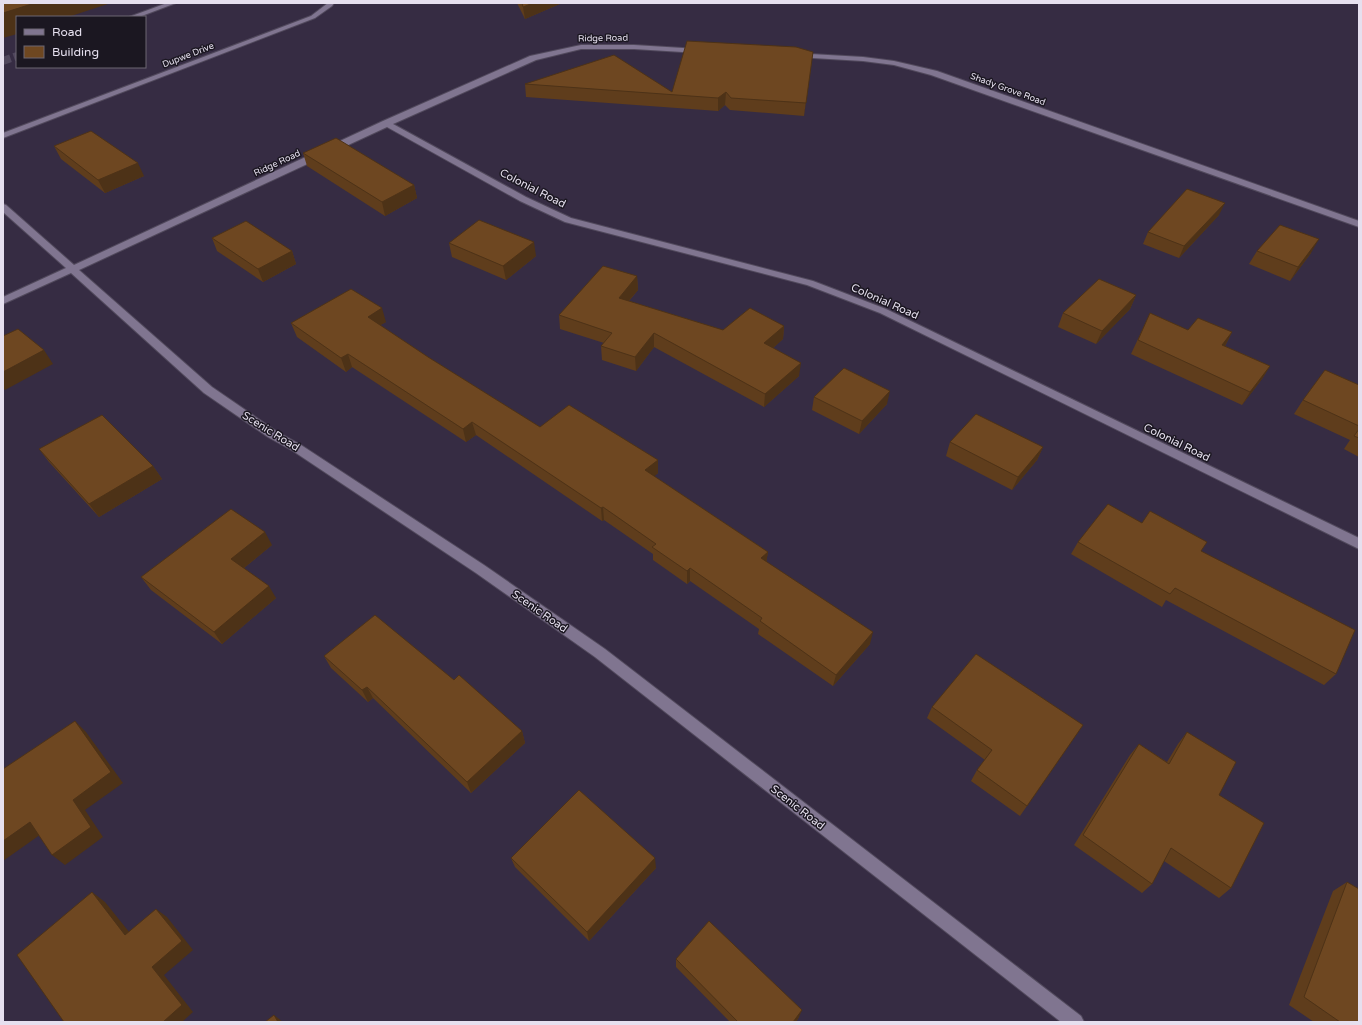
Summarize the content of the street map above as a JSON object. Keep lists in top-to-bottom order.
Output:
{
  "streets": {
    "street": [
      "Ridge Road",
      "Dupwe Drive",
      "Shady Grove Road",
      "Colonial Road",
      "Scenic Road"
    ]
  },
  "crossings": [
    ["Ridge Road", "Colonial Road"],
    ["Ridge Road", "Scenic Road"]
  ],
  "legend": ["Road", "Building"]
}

============

--- What the task asks ---
Please write out every line of the listing above exactly, and leave the images behind.

--- Task result ---
Summarize the content of the street map above as a JSON object. Keep lists in top-to-bottom order.
Output:
{
  "streets": {
    "street": [
      "Ridge Road",
      "Dupwe Drive",
      "Shady Grove Road",
      "Colonial Road",
      "Scenic Road"
    ]
  },
  "crossings": [
    ["Ridge Road", "Colonial Road"],
    ["Ridge Road", "Scenic Road"]
  ],
  "legend": ["Road", "Building"]
}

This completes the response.